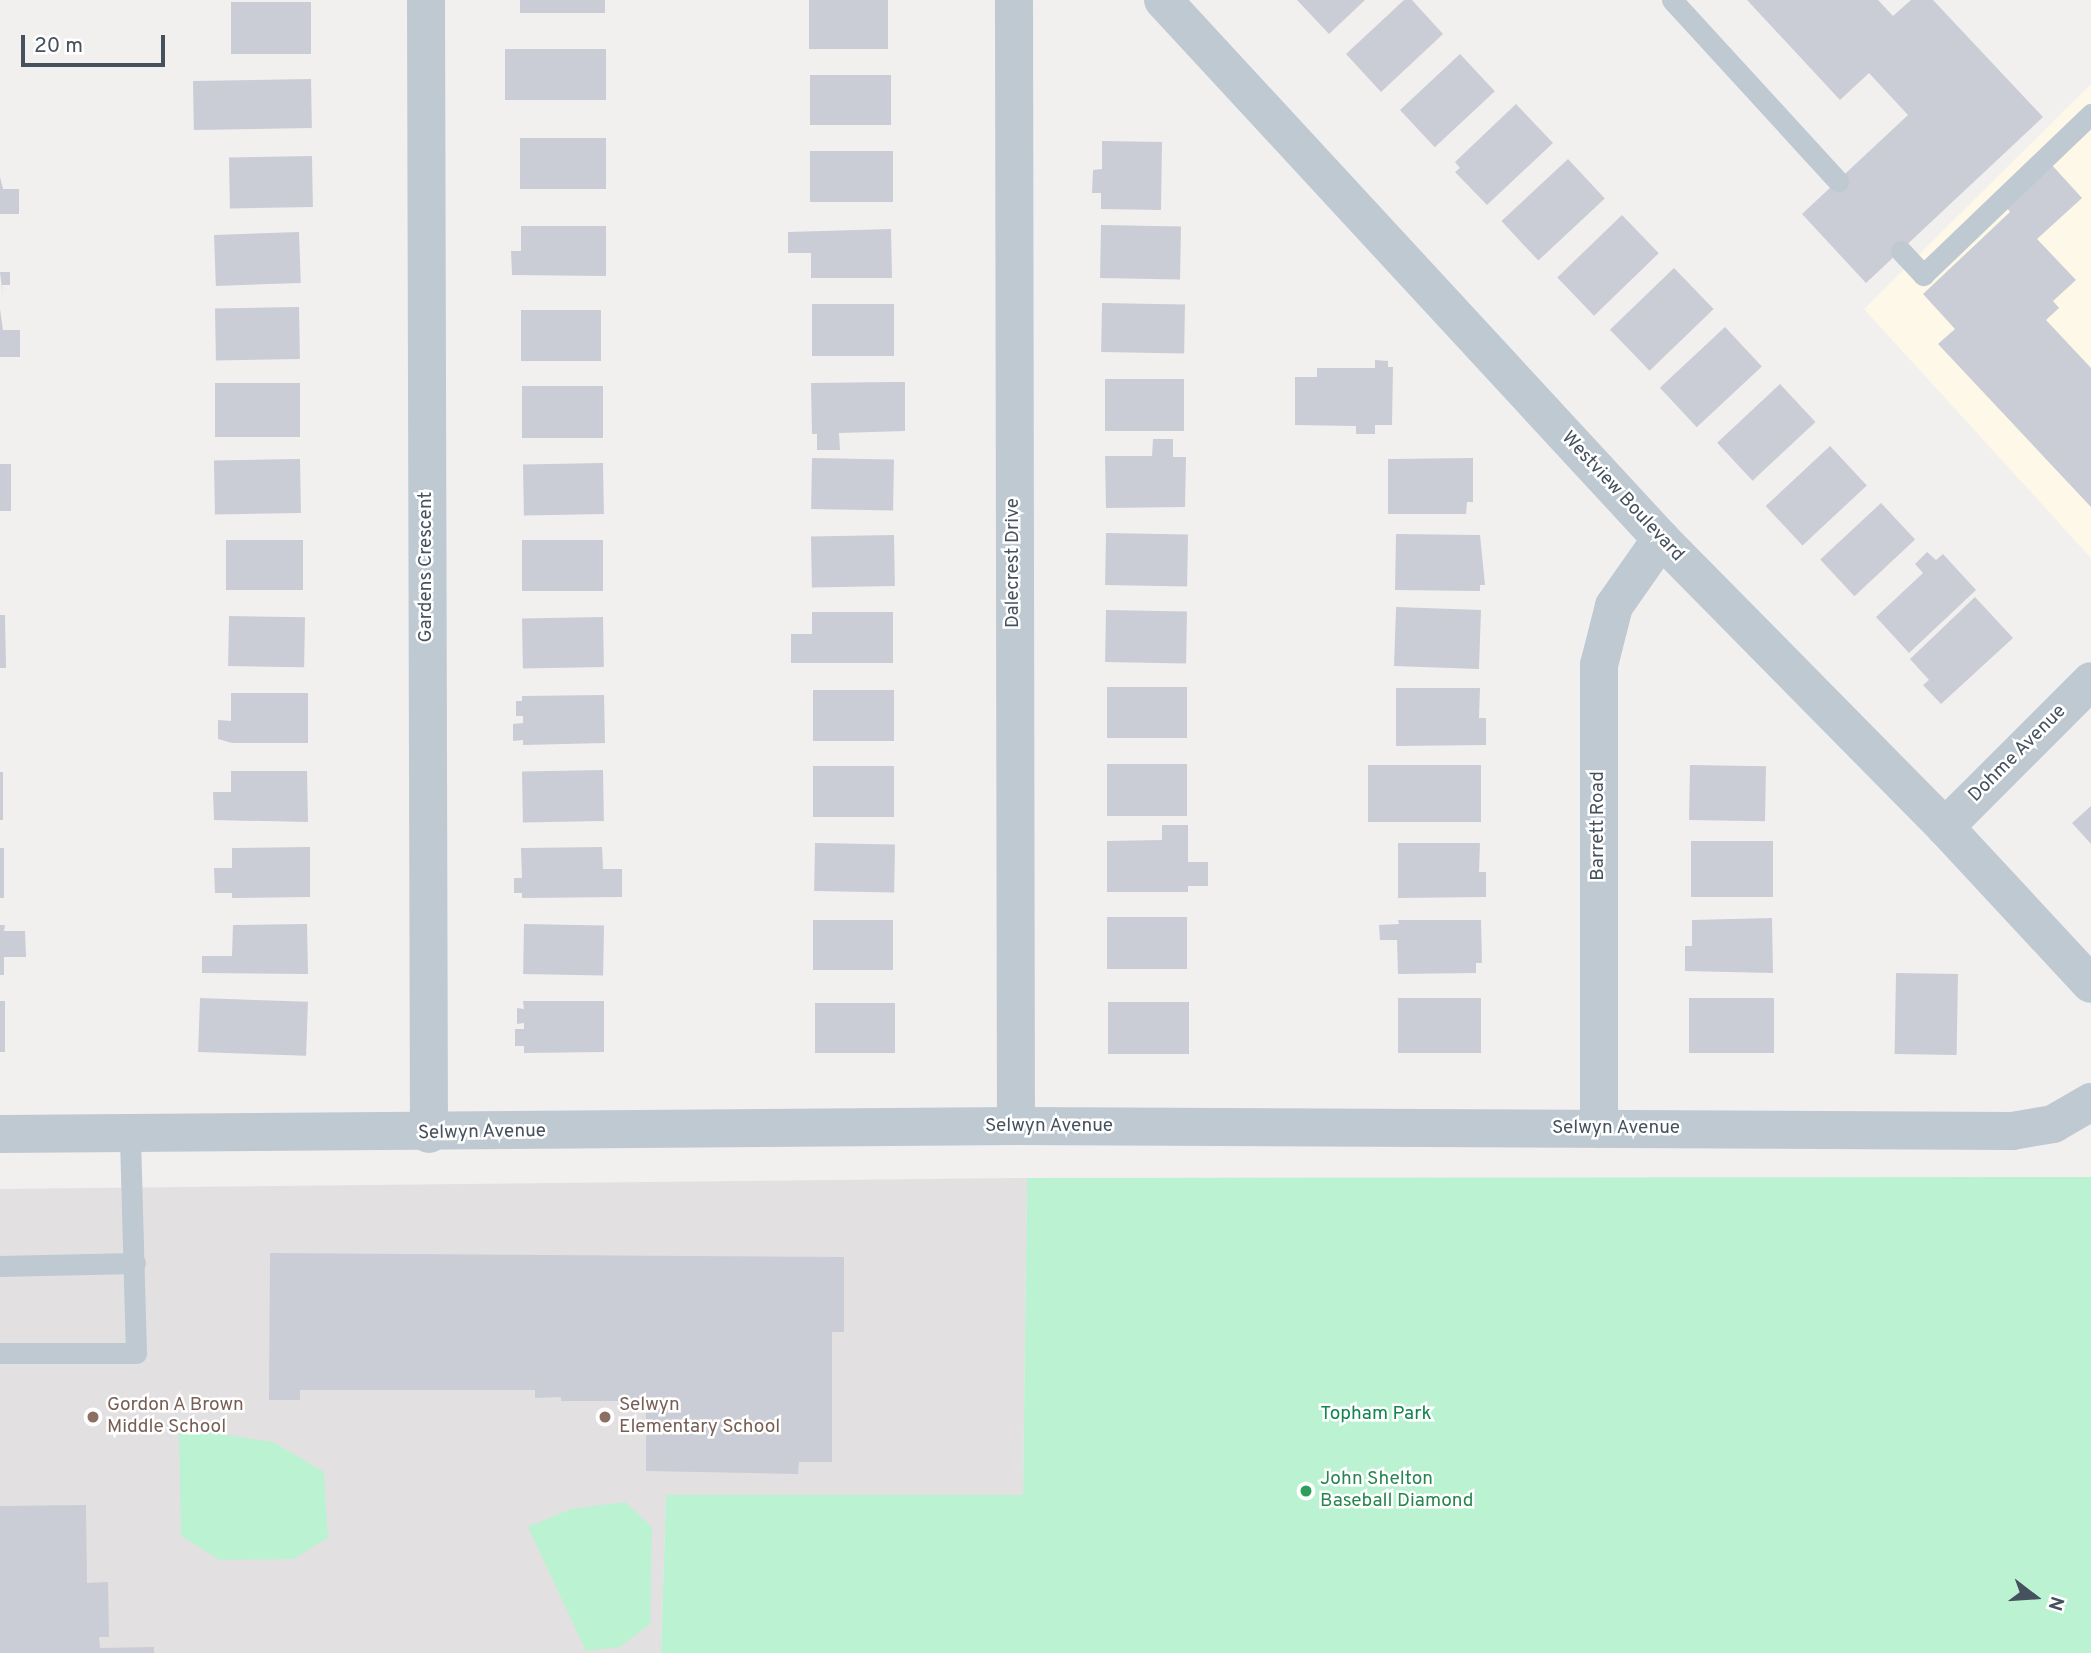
<!DOCTYPE html>
<style>
body{margin:0}
#map{position:relative;width:2091px;height:1653px;overflow:hidden;background:#f2efef;font-family:Overpass,sans-serif}
div>[style]{position:absolute}
.commercial>*{inset:0;background:#fdf8e7}
.education>*{inset:0;background:#e3e0e1}
.green>*{inset:0;background:#baf2d2}
.building>*{inset:0;background:#cacdd5;transform-origin:0 0}
.lane>*{height:21px;margin:-10.5px;padding:0 10.5px;transform-origin:10.5px;border-radius:10.5px;background:#bec9d2}
.street>*{height:38px;margin:-19px;padding:0 19px;transform-origin:19px;border-radius:19px;background:#bec9d2}
.dots>*{width:19px;height:19px;translate:-50% -50%;box-sizing:border-box;border:4px solid #fff;border-radius:50%}
span{translate:-50% -50%;white-space:nowrap;text-align:center;line-height:1.15;-webkit-text-stroke:5px #fff;paint-order:stroke}
.street-label{font-size:19px;color:#46515e}
.education-label{font-size:19px;color:#785e54}
.left{translate:0 -50%;text-align:left}
.park-label{font-size:19px;color:#11844f}
.leisure-label{font-size:19px;color:#27864d}
.north{position:absolute;left:2000px;top:1562px;width:70px;height:70px;-webkit-text-stroke:5px #fff;paint-order:stroke;rotate:107deg;font-size:19px;font-weight:700;line-height:28px;text-align:center;color:#46515e}
.north::after{content:'';display:block;margin:auto;width:24px;height:32px;background:#46515e;clip-path:polygon(50% 0,100% 100%,50% 72%,0 100%)}
.scale{position:absolute;left:21px;top:35px;width:144px;height:32px;box-sizing:border-box;border:4px solid #46515e;border-top:0;padding-left:9px;font-size:21px;line-height:24px;white-space:nowrap;color:#46515e;-webkit-text-stroke:5px #fff;paint-order:stroke}
</style>
<div id="map">
<div class="commercial">
<div style="clip-path:polygon(2091px 84px,2091px 558px,1864px 309px)"></div>
</div>
<div class="education">
<div style="clip-path:polygon(1027px 1178px,1023px 1496px,666px 1495px,661px 1653px,0 1653px,0 1189px)"></div>
</div>
<div class="green">
<div style="clip-path:polygon(2091px 1177px,2091px 1653px,661px 1653px,666px 1495px,1023px 1495px,1027px 1178px)"></div>
<div style="clip-path:polygon(179px 1428px,273px 1442px,324px 1472px,328px 1538px,293px 1559px,220px 1560px,181px 1536px)"></div>
<div style="clip-path:polygon(625px 1502px,652px 1527px,650px 1624px,620px 1647px,586px 1651px,528px 1527px,571px 1509px)"></div>
</div>
<div class="building">
<div style="left:520px;top:0;width:85px;height:13px"></div>
<div style="left:809px;top:0;width:79px;height:49px"></div>
<div style="clip-path:polygon(1297px 0,1365px 0,1329px 34px)"></div>
<div style="clip-path:polygon(1404px 0,1412px 0,1443px 34px,1381px 92px,1346px 54px)"></div>
<div style="clip-path:polygon(1747px 0,1878px 0,1893px 16px,1911px 0,1933px 0,2043px 117px,1866px 283px,1802px 214px,1908px 115px,1869px 73px,1840px 100px)"></div>
<div style="left:231px;top:2px;width:80px;height:52px"></div>
<div style="left:606px;top:49px;width:51px;height:101px;rotate:90deg"></div>
<div style="left:1460px;top:54px;width:51px;height:82px;rotate:47deg"></div>
<div style="left:810px;top:75px;width:81px;height:50px"></div>
<div style="left:311px;top:79px;width:49px;height:118px;rotate:89deg"></div>
<div style="clip-path:polygon(1516px 104px,1553px 143px,1487px 205px,1455px 172px,1460px 168px,1455px 162px)"></div>
<div style="left:520px;top:138px;width:86px;height:51px"></div>
<div style="clip-path:polygon(1102px 141px,1162px 142px,1161px 210px,1101px 209px,1101px 193px,1092px 193px,1093px 170px,1102px 169px)"></div>
<div style="left:810px;top:151px;width:83px;height:51px"></div>
<div style="left:312px;top:156px;width:51px;height:83px;rotate:89deg"></div>
<div style="left:1568px;top:159px;width:54px;height:91px;rotate:47deg"></div>
<div style="clip-path:polygon(2050px 163px,2082px 198px,2037px 239px,2076px 280px,2053px 301px,2059px 308px,2046px 320px,2091px 368px,2091px 507px,1938px 344px,1955px 329px,1923px 294px,2010px 212px,2005px 205px)"></div>
<div style="clip-path:polygon(0 177px,3px 189px,19px 189px,19px 214px,0 214px)"></div>
<div style="left:1622px;top:215px;width:53px;height:90px;rotate:46deg"></div>
<div style="left:1101px;top:225px;width:80px;height:53px;rotate:1deg"></div>
<div style="clip-path:polygon(521px 226px,606px 226px,606px 276px,512px 275px,511px 251px,521px 251px)"></div>
<div style="clip-path:polygon(891px 229px,892px 278px,811px 278px,811px 253px,788px 253px,788px 232px)"></div>
<div style="left:299px;top:232px;width:51px;height:85px;rotate:88deg"></div>
<div style="left:1674px;top:268px;width:57px;height:89px;rotate:46deg"></div>
<div style="clip-path:polygon(0 272px,10px 272px,10px 285px,2px 285px,3px 297px)"></div>
<div style="left:1102px;top:303px;width:83px;height:49px;rotate:1deg"></div>
<div style="left:894px;top:304px;width:52px;height:82px;rotate:90deg"></div>
<div style="left:299px;top:307px;width:52px;height:84px;rotate:89deg"></div>
<div style="clip-path:polygon(0 309px,3px 330px,20px 330px,20px 357px,0 357px)"></div>
<div style="left:521px;top:310px;width:80px;height:51px"></div>
<div style="left:1725px;top:327px;width:54px;height:89px;rotate:47deg"></div>
<div style="clip-path:polygon(1375px 360px,1388px 361px,1388px 367px,1393px 367px,1392px 425px,1375px 425px,1375px 434px,1356px 434px,1356px 426px,1295px 425px,1295px 377px,1317px 377px,1317px 368px,1375px 368px)"></div>
<div style="left:1105px;top:379px;width:79px;height:52px"></div>
<div style="clip-path:polygon(893px 382px,905px 382px,905px 431px,839px 433px,840px 450px,817px 450px,817px 434px,812px 434px,811px 383px)"></div>
<div style="left:300px;top:383px;width:54px;height:85px;rotate:90deg"></div>
<div style="left:1780px;top:384px;width:52px;height:86px;rotate:47deg"></div>
<div style="left:522px;top:386px;width:81px;height:52px"></div>
<div style="clip-path:polygon(1153px 439px,1173px 439px,1173px 457px,1186px 457px,1185px 507px,1106px 508px,1105px 456px,1152px 456px)"></div>
<div style="left:1830px;top:446px;width:54px;height:88px;rotate:47deg"></div>
<div style="left:812px;top:458px;width:82px;height:51px;rotate:1deg"></div>
<div style="clip-path:polygon(1473px 458px,1473px 502px,1467px 502px,1466px 514px,1388px 514px,1388px 459px)"></div>
<div style="left:300px;top:459px;width:54px;height:86px;rotate:89deg"></div>
<div style="left:603px;top:463px;width:51px;height:80px;rotate:89deg"></div>
<div style="left:0;top:464px;width:11px;height:47px"></div>
<div style="left:1881px;top:503px;width:50px;height:83px;rotate:47deg"></div>
<div style="left:1106px;top:533px;width:82px;height:52px;rotate:1deg"></div>
<div style="clip-path:polygon(1396px 534px,1480px 535px,1485px 585px,1480px 585px,1480px 591px,1395px 590px)"></div>
<div style="left:894px;top:535px;width:51px;height:83px;rotate:89deg"></div>
<div style="left:226px;top:540px;width:77px;height:50px"></div>
<div style="left:522px;top:540px;width:81px;height:51px"></div>
<div style="clip-path:polygon(1927px 552px,1936px 560px,1943px 554px,1976px 590px,1909px 653px,1876px 617px,1923px 573px,1915px 564px)"></div>
<div style="clip-path:polygon(1975px 597px,2013px 638px,1941px 704px,1923px 685px,1929px 680px,1910px 659px)"></div>
<div style="left:1106px;top:610px;width:81px;height:52px;rotate:1deg"></div>
<div style="left:1481px;top:610px;width:59px;height:85px;rotate:92deg"></div>
<div style="clip-path:polygon(812px 612px,893px 612px,893px 663px,791px 663px,791px 634px,812px 634px)"></div>
<div style="clip-path:polygon(0 615px,5px 615px,6px 668px,0 668px)"></div>
<div style="left:229px;top:616px;width:76px;height:50px;rotate:1deg"></div>
<div style="left:603px;top:617px;width:50px;height:81px;rotate:89deg"></div>
<div style="left:1107px;top:687px;width:80px;height:51px"></div>
<div style="clip-path:polygon(1396px 688px,1480px 688px,1479px 718px,1486px 718px,1486px 745px,1396px 746px)"></div>
<div style="left:813px;top:690px;width:81px;height:51px"></div>
<div style="clip-path:polygon(231px 693px,308px 693px,308px 743px,232px 743px,218px 739px,218px 720px,231px 721px)"></div>
<div style="clip-path:polygon(604px 695px,605px 743px,523px 745px,523px 740px,513px 741px,513px 724px,523px 723px,523px 716px,516px 716px,516px 701px,522px 701px,522px 696px)"></div>
<div style="left:1107px;top:764px;width:80px;height:52px"></div>
<div style="left:1481px;top:765px;width:57px;height:113px;rotate:90deg"></div>
<div style="left:1690px;top:765px;width:76px;height:55px;rotate:1deg"></div>
<div style="left:894px;top:766px;width:51px;height:81px;rotate:90deg"></div>
<div style="left:603px;top:770px;width:51px;height:81px;rotate:89deg"></div>
<div style="clip-path:polygon(231px 771px,307px 771px,308px 822px,214px 820px,213px 792px,231px 792px)"></div>
<div style="left:0;top:772px;width:3px;height:48px"></div>
<div style="clip-path:polygon(2091px 806px,2091px 844px,2072px 823px)"></div>
<div style="clip-path:polygon(1162px 825px,1188px 825px,1188px 862px,1208px 862px,1208px 886px,1188px 886px,1188px 892px,1107px 892px,1107px 841px,1162px 840px)"></div>
<div style="left:1773px;top:841px;width:56px;height:82px;rotate:90deg"></div>
<div style="left:815px;top:843px;width:80px;height:48px;rotate:1deg"></div>
<div style="clip-path:polygon(1398px 843px,1480px 843px,1479px 872px,1486px 872px,1486px 897px,1398px 898px)"></div>
<div style="clip-path:polygon(310px 847px,310px 897px,232px 898px,232px 893px,215px 893px,214px 868px,232px 868px,232px 848px)"></div>
<div style="clip-path:polygon(602px 847px,603px 869px,622px 869px,622px 897px,522px 898px,522px 893px,514px 893px,514px 878px,522px 878px,521px 848px)"></div>
<div style="left:0;top:848px;width:4px;height:50px"></div>
<div style="left:1187px;top:917px;width:52px;height:80px;rotate:90deg"></div>
<div style="clip-path:polygon(1772px 918px,1773px 973px,1685px 971px,1685px 946px,1692px 946px,1692px 920px)"></div>
<div style="left:813px;top:920px;width:80px;height:50px"></div>
<div style="clip-path:polygon(1398px 920px,1481px 920px,1482px 963px,1476px 963px,1476px 973px,1398px 974px,1397px 940px,1380px 940px,1379px 925px,1399px 924px)"></div>
<div style="clip-path:polygon(307px 924px,308px 974px,202px 973px,202px 956px,232px 956px,233px 925px)"></div>
<div style="left:524px;top:924px;width:80px;height:50px;rotate:1deg"></div>
<div style="clip-path:polygon(0 925px,5px 925px,4px 931px,25px 931px,26px 957px,4px 957px,4px 975px,0 975px)"></div>
<div style="left:1896px;top:973px;width:62px;height:81px;rotate:1deg"></div>
<div style="left:200px;top:998px;width:108px;height:54px;rotate:2deg"></div>
<div style="left:1398px;top:998px;width:83px;height:55px"></div>
<div style="left:1689px;top:998px;width:85px;height:55px"></div>
<div style="left:0;top:1001px;width:5px;height:51px"></div>
<div style="clip-path:polygon(523px 1001px,604px 1001px,604px 1052px,524px 1053px,524px 1046px,515px 1046px,515px 1029px,524px 1029px,524px 1023px,517px 1024px,517px 1008px,524px 1009px)"></div>
<div style="left:1108px;top:1002px;width:81px;height:52px"></div>
<div style="left:815px;top:1003px;width:80px;height:50px"></div>
<div style="clip-path:polygon(270px 1253px,844px 1257px,844px 1332px,832px 1332px,832px 1462px,799px 1462px,798px 1474px,646px 1471px,646px 1401px,561px 1401px,561px 1397px,535px 1398px,535px 1390px,300px 1390px,300px 1400px,269px 1400px)"></div>
<div style="clip-path:polygon(86px 1505px,87px 1583px,108px 1582px,109px 1637px,99px 1637px,100px 1648px,154px 1647px,154px 1653px,0 1653px,0 1506px)"></div>
</div>
<div class="lane">
<div style="left:1672px;top:0;width:246px;rotate:47.5deg"></div>
<div style="left:1901px;top:251px;width:33px;rotate:47deg"></div>
<div style="left:1923px;top:275px;width:233px;rotate:-43.8deg"></div>
<div style="left:0;top:1266px;width:135px;rotate:-1.3deg"></div>
<div style="left:0;top:1353px;width:136px"></div>
<div style="left:136px;top:1353px;width:219px;rotate:-91.6deg"></div>
</div>
<div class="street">
<div style="left:426px;top:0;width:1134px;rotate:89.85deg"></div>
<div style="left:1014px;top:0;width:1126px;rotate:89.9deg"></div>
<div style="left:1163px;top:0;width:734px;rotate:47.26deg"></div>
<div style="left:1661px;top:539px;width:404px;rotate:45.4deg"></div>
<div style="left:1945px;top:827px;width:214px;rotate:47.1deg"></div>
<div style="left:1945px;top:827px;width:206px;rotate:-45deg"></div>
<div style="left:1599px;top:1129px;width:464px;rotate:-90deg"></div>
<div style="left:1599px;top:665px;width:61px;rotate:-75.7deg"></div>
<div style="left:1614px;top:606px;width:82px;rotate:-55deg"></div>
<div style="left:0;top:1134px;width:1016px;rotate:-0.45deg"></div>
<div style="left:1016px;top:1126px;width:996px;rotate:0.29deg"></div>
<div style="left:2012px;top:1131px;width:42px;rotate:-9.7deg"></div>
<div style="left:2053px;top:1124px;width:44px;rotate:-30.1deg"></div>
</div>
<div class="dots">
<div style="left:93px;top:1417px;background:#8d6e63"></div>
<div style="left:605px;top:1417px;background:#8d6e63"></div>
<div style="left:1306px;top:1491px;background:#2e9e5b"></div>
</div>
<div class="street-label">
<span style="left:1622px;top:497px;rotate:47deg">Westview Boulevard</span>
<span style="left:1014px;top:563px;rotate:-90deg">Dalecrest Drive</span>
<span style="left:427px;top:567px;rotate:-90deg">Gardens Crescent</span>
<span style="left:2018px;top:754px;rotate:-45deg">Dohme Avenue</span>
<span style="left:1599px;top:826px;rotate:-90deg">Barrett Road</span>
<span style="left:1049px;top:1127px">Selwyn Avenue</span>
<span style="left:1616px;top:1129px">Selwyn Avenue</span>
<span style="left:482px;top:1133px;rotate:-1deg">Selwyn Avenue</span>
</div>
<div class="education-label">
<span class="left" style="left:107px;top:1417px">Gordon A Brown<br>Middle School</span>
<span class="left" style="left:619px;top:1417px">Selwyn<br>Elementary School</span>
</div>
<div class="park-label">
<span style="left:1376px;top:1415px">Topham Park</span>
</div>
<div class="leisure-label">
<span class="left" style="left:1320px;top:1491px">John Shelton<br>Baseball Diamond</span>
</div>
<div class="north">N</div>
<div class="scale">20 m</div>
</div>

Action item:
Since only part of the listing is wanted, copy exactly the lines from the one holding "1428px,273px 1442px,324px 1472px,328px" to the one holding "0,1412px 0,1443px 34px,1381px", both included.

Result of the task:
<div style="clip-path:polygon(179px 1428px,273px 1442px,324px 1472px,328px 1538px,293px 1559px,220px 1560px,181px 1536px)"></div>
<div style="clip-path:polygon(625px 1502px,652px 1527px,650px 1624px,620px 1647px,586px 1651px,528px 1527px,571px 1509px)"></div>
</div>
<div class="building">
<div style="left:520px;top:0;width:85px;height:13px"></div>
<div style="left:809px;top:0;width:79px;height:49px"></div>
<div style="clip-path:polygon(1297px 0,1365px 0,1329px 34px)"></div>
<div style="clip-path:polygon(1404px 0,1412px 0,1443px 34px,1381px 92px,1346px 54px)"></div>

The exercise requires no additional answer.